Tear died of bronchopneumonia, secondary to oesophageal cancer, at his home in Hammersmith, London, on 29 March 2011. A memorial service was held in September of that year at St Martin-in-the-Fields, at which readings and songs were performed by Tear's former colleagues including Dame Janet Baker, Sir Thomas Allen, John Mark Ainsley, Sir John Tomlinson and Dame Felicity Palmer.

==Honours and publications==
In 1984 Tear was appointed CBE. He was an Honorary Fellow of the Royal Welsh College of Music and Drama and of King's College, Cambridge.

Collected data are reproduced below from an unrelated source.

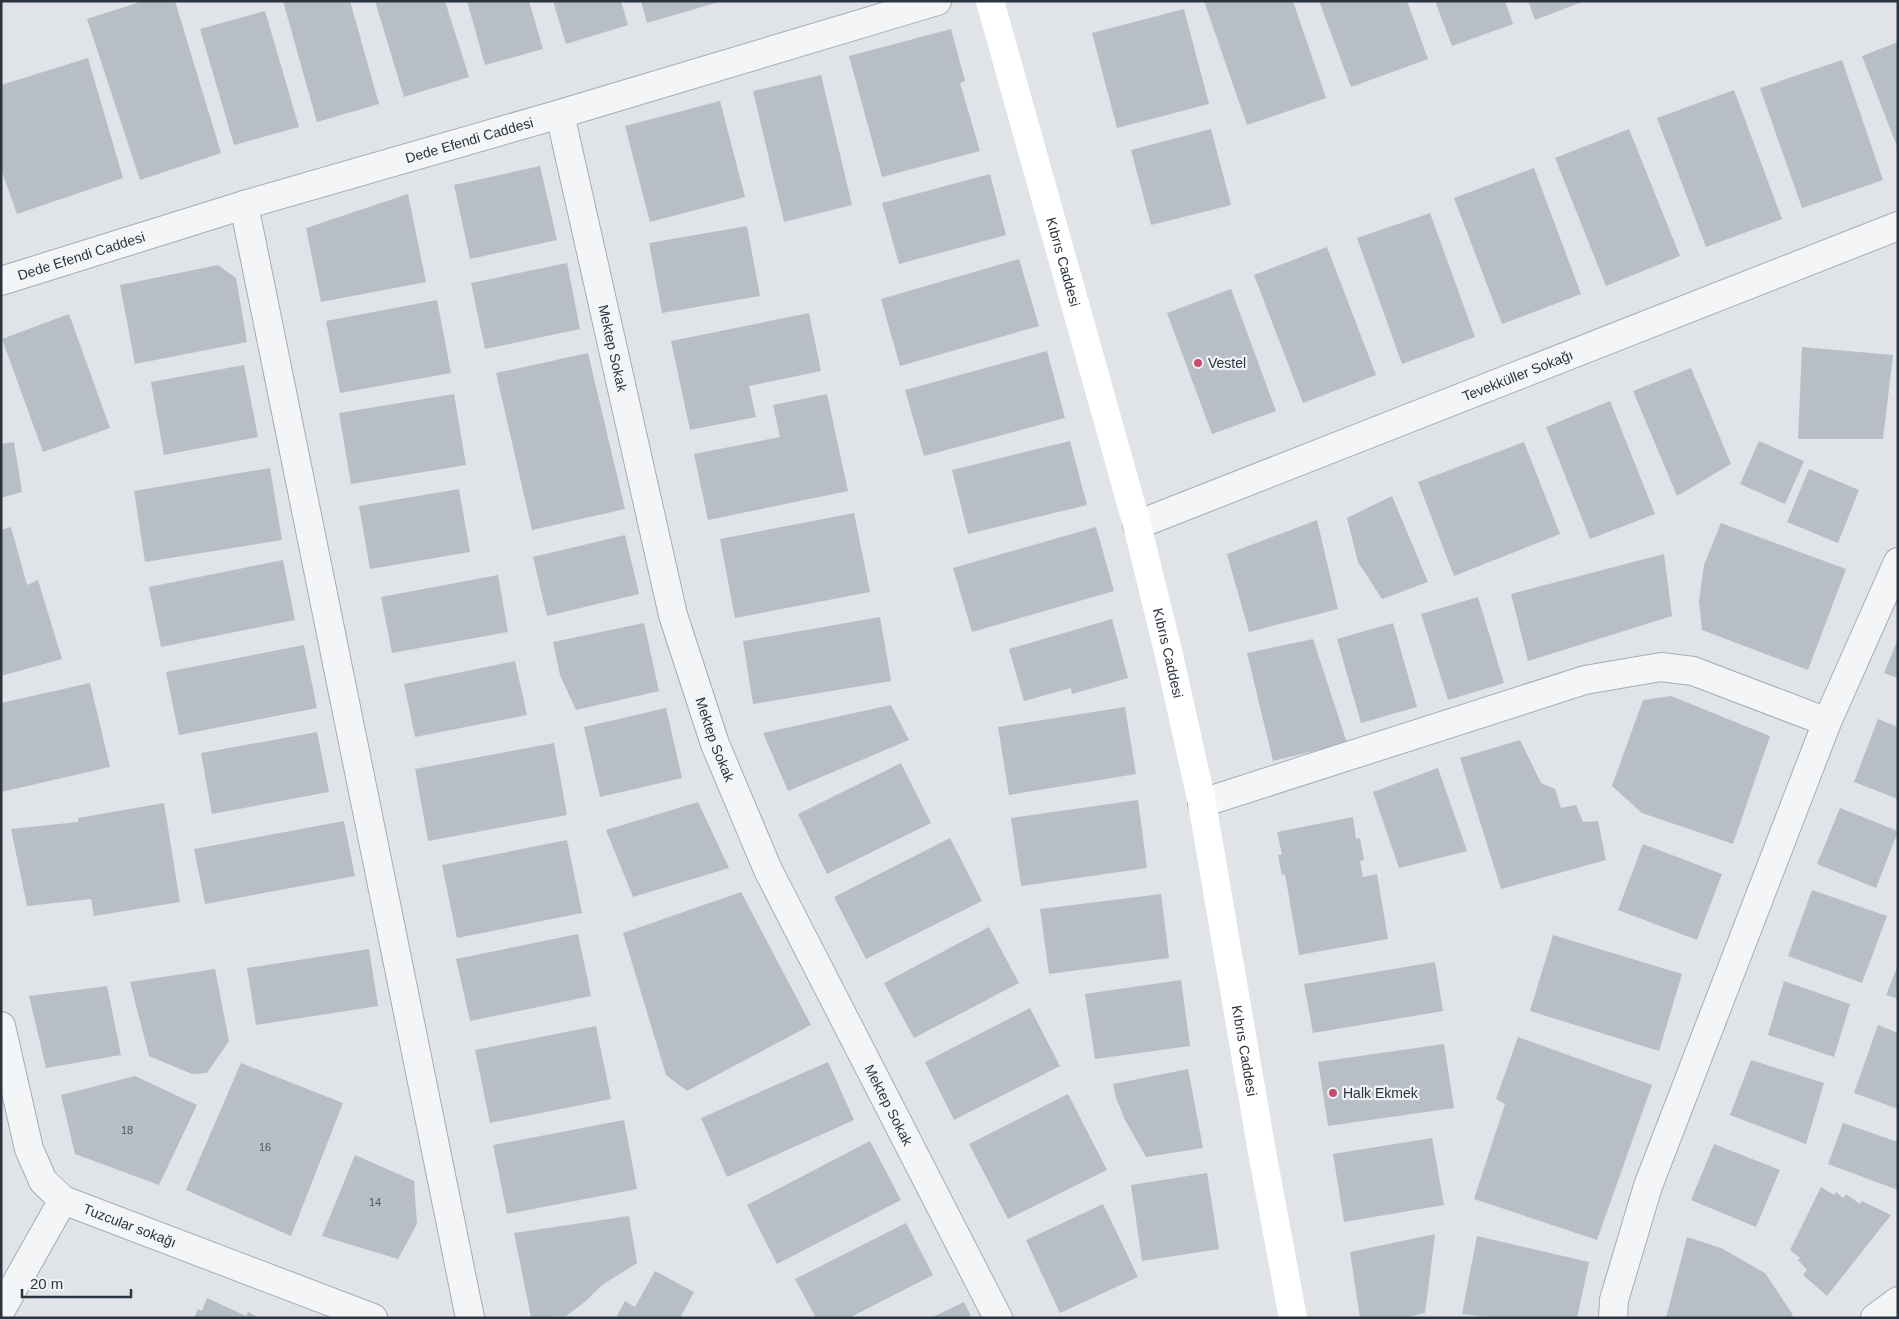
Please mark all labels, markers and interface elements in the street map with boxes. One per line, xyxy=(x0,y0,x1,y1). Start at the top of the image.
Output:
street label: Dede Efendi Caddesi xyxy=(403,114,535,166)
street label: Kıbrıs Caddesi xyxy=(1043,216,1083,308)
street label: Dede Efendi Caddesi xyxy=(16,229,147,283)
street label: Mektep Sokak xyxy=(595,303,631,394)
street label: Tevekküller Sokağı xyxy=(1460,346,1575,404)
place label: Vestel xyxy=(1208,355,1246,371)
marker: Vestel xyxy=(1192,357,1204,369)
street label: Kıbrıs Caddesi xyxy=(1150,606,1186,700)
street label: Mektep Sokak xyxy=(692,695,738,785)
street label: Kıbrıs Caddesi xyxy=(1229,1004,1260,1097)
street label: Mektep Sokak xyxy=(861,1062,916,1149)
place label: Halk Ekmek xyxy=(1343,1085,1419,1101)
marker: Halk Ekmek xyxy=(1327,1087,1339,1099)
house number: 18 xyxy=(121,1124,133,1136)
house number: 16 xyxy=(259,1141,271,1153)
house number: 14 xyxy=(369,1196,381,1208)
street label: Tuzcular sokağı xyxy=(81,1200,179,1250)
scale bar xyxy=(22,1266,131,1298)
text: 20 m xyxy=(30,1275,63,1292)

Tear published two volumes of memoirs: Tear Here (1990) and Singer Beware (1995). In a memorial tribute Robert Ponsonby commented that they were both written "in a style so odd, so metaphysical and so idiosyncratic as sometimes to defy comprehension", although Tear's "seriousness and his interest in things spiritual (he had discovered Buddhism) were self-evident – as they were in his paintings and drawings)."

==Recordings==
Tear made more than 250 records, and wrote in his Who's Who entry that he had worked for every major recording company. Roles that he sang on disc range from Uriel in Haydn's The Creation to the painter in Berg's Lulu, and from Pitichinaccio in Offenbach's The Tales of Hoffmann to Sir Harvey in Donizetti's Anna Bolena. His many classical recordings include performances of Bach, Handel, Monteverdi, Mozart, Beethoven, Mahler, Bruckner, Stravinsky, Janáček, Wagner and Messiaen. In the English canon, he also recorded songs by Elgar, Vaughan Williams, Butterworth and Britten.